Néanmoins, le Malva n’est pas exempt de défauts : avec une portée maximale du canon de 24,5 km (pouvant éventuellement être accrue à 29 km avec certains modèles d’obus), il est donc bien en deçà des performances du CAESAR français qui peut frapper jusqu’à 50 km. En outre, le canon n’étant pas monté sur tourelle, son équipage est exposé aux tirs d’armes légères lorsque le Malva est en position de tir. On est donc en droit de se poser la question de l’intérêt présenté par ce modèle pour l’armée russe par rapport au 2S35‑1 Koalitsiya‑Sv‑KSh qui n’est rien d’autre qu’une version sur châssis à roues 8 × 8 du 2S35 Koalitsiya‑SV : ce véhicule dispose du canon 2A88 de 152,4 mm monté sur une tourelle (inhabitée) (8) et qui est en mesure de frapper jusqu’à des distances maximales de 80 km (9) avec une cadence de tir plus élevée, soit au minimum 10 obus/minute.
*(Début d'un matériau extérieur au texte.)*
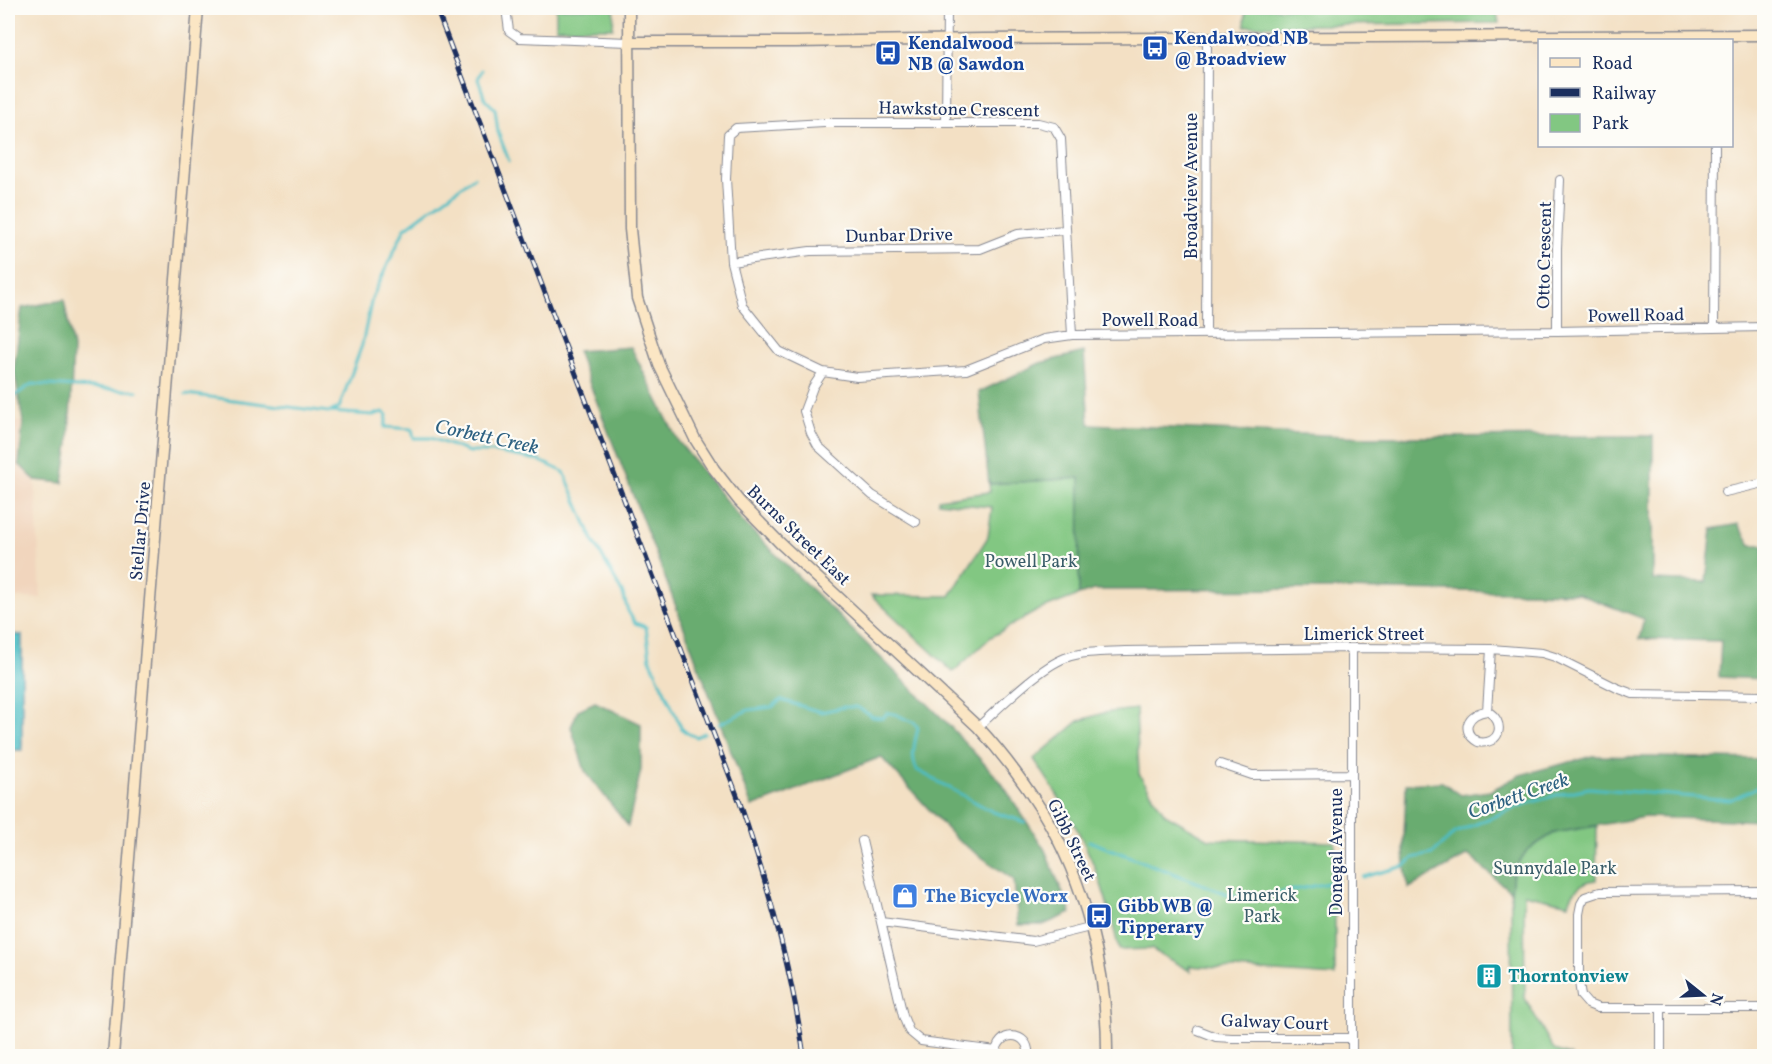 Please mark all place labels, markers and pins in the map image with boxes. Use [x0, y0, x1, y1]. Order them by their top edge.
place label: Kendalwood NB @ Broadview [1174, 27, 1308, 73]
place label: Kendalwood NB @ Sawdon [908, 32, 1025, 78]
bus stop icon: Kendalwood NB @ Broadview [1140, 33, 1170, 63]
bus stop icon: Kendalwood NB @ Sawdon [873, 38, 903, 68]
shop icon: The Bicycle Worx [890, 881, 920, 911]
place label: The Bicycle Worx [924, 885, 1068, 910]
place label: Gibb WB @ Tipperary [1118, 895, 1214, 941]
bus stop icon: Gibb WB @ Tipperary [1084, 901, 1114, 931]
building icon: Thorntonview [1474, 961, 1504, 991]
place label: Thorntonview [1508, 965, 1629, 990]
À l’inverse, le devis de masse du Koalitsiya‑SV‑KSh est plus important que celui du Malva.

Autre véhicule s’inscrivant dans le programme Nabrosok, le 2S40 Floks (10) est une artillerie automotrice remplissant soit le rôle d’obusier soit celui de mortier installé sur un châssis 6 × 6 Ural‑4320 comportant une cabine blindée (offrant une protection contre les munitions de 7,62 mm) d’une capacité de quatre personnes. L’armement est composé d’un canon 2A80 de 120 mm approvisionné par une dotation composée de 80 obus avec une cadence de tir allant de 8 à 10 tirs/minute. Le tube dispose d’une élévation allant de − 5° à + 80° tandis que le débattement horizontal est de +/− 35° ; l’ensemble offre une portée de tir maximale allant de 7,5 à 13,5 km (variant selon la munition employée). La protection rapprochée de l’équipage est assurée par un module Kord installé sur le toit de la cabine de conduite et équipé d’une mitrailleuse de 12,7 mm, complété par des lanceurs de grenades fumigènes. La masse totale du véhicule est de 20 t, tandis que sa vitesse de pointe est de 80 km/h (sur route) ; la distance franchissable par ce dernier est actuellement inconnue.

Le gros avantage qu’apporte le 2S40 Floks, outre sa maniabilité, sa protection accrue (par rapport aux canons tractés) et sa rapidité de déploiement, réside dans sa dotation en munitions : avec 80 obus à disposition, il est capable de traiter rapidement une cible et de se redéployer pour en traiter une autre sans nécessiter d’être suivi par un train logistique imposant pour le réalimenter.